What you need to do: The answer must be every line below that holds the word "content".

Working data:
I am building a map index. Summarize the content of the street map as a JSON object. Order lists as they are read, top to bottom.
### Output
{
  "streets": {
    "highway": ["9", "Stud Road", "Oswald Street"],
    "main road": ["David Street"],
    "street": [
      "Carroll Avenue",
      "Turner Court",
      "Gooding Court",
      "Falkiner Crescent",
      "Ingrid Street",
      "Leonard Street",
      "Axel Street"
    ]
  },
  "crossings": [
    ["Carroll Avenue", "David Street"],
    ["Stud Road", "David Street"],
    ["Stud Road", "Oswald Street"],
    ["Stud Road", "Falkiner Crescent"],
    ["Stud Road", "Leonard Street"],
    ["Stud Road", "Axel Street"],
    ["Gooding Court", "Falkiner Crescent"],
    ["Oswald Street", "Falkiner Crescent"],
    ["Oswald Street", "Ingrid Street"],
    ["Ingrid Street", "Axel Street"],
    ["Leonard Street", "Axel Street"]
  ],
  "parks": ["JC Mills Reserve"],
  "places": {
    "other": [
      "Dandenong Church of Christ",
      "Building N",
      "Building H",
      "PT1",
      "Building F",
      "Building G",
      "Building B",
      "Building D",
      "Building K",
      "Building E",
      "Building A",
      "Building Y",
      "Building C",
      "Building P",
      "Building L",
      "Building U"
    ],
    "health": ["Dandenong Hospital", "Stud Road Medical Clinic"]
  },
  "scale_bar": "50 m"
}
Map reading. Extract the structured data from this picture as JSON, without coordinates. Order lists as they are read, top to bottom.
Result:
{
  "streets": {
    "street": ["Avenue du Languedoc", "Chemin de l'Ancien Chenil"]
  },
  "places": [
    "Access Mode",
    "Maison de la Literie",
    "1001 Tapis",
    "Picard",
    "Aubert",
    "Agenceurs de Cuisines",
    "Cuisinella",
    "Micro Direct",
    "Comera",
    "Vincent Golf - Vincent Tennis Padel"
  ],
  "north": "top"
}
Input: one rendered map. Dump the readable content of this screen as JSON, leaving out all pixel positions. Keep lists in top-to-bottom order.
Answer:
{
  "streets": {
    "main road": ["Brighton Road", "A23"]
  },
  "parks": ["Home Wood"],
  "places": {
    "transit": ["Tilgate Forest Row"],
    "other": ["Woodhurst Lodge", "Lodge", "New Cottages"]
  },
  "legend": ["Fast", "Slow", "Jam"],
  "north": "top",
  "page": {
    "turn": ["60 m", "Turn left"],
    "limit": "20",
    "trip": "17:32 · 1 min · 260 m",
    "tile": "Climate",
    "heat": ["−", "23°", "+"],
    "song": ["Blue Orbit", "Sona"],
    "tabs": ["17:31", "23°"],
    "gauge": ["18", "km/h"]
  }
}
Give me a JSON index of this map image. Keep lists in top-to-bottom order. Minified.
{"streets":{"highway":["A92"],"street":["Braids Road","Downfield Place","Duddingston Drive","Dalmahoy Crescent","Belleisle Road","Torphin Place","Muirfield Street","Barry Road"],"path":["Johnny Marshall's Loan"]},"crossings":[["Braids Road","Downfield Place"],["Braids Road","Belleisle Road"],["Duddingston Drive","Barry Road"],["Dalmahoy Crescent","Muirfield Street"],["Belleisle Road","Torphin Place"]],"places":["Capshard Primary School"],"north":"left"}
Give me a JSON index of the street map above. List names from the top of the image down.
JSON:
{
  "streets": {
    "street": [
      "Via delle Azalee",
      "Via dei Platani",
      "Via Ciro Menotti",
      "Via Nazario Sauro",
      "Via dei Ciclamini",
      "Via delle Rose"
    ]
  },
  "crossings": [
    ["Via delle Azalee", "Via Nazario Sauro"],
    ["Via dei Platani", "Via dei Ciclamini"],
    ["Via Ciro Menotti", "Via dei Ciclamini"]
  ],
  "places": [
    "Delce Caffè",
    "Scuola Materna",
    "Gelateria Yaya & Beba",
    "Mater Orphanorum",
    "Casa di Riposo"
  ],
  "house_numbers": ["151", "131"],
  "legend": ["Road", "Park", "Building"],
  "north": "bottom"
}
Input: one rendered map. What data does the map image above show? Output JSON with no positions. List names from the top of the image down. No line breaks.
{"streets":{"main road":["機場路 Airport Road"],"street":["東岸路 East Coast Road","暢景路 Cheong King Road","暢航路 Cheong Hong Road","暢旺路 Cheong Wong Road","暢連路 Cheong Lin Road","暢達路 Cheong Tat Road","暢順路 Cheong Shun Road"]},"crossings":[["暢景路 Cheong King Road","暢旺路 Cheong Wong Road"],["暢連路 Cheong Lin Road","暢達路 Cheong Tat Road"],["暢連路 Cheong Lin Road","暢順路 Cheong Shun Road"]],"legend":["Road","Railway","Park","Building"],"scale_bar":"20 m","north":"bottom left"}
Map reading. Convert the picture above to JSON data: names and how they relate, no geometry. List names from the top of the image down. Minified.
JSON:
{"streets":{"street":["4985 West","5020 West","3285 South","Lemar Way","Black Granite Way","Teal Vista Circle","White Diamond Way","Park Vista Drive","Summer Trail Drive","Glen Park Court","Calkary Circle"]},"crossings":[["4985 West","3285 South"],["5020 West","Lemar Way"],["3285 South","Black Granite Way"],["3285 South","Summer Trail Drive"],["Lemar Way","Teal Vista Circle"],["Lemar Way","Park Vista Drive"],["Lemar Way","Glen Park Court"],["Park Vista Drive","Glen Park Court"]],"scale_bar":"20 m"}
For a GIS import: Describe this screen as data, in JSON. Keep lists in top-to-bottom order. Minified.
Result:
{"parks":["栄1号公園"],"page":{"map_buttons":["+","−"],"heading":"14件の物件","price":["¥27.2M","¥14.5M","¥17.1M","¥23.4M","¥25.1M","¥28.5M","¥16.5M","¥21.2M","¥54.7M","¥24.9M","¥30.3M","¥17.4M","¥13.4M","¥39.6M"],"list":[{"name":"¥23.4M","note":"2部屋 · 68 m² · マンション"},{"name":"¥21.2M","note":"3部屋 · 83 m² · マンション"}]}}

Answer to this exercise:
I am building a map index. Summarize the content of the street map as a JSON object. Order lists as they are read, top to bottom.
Input: one rendered map. Dump the readable content of this screen as JSON, leaving out all pixel positions. Keep lists in top-to-bottom order.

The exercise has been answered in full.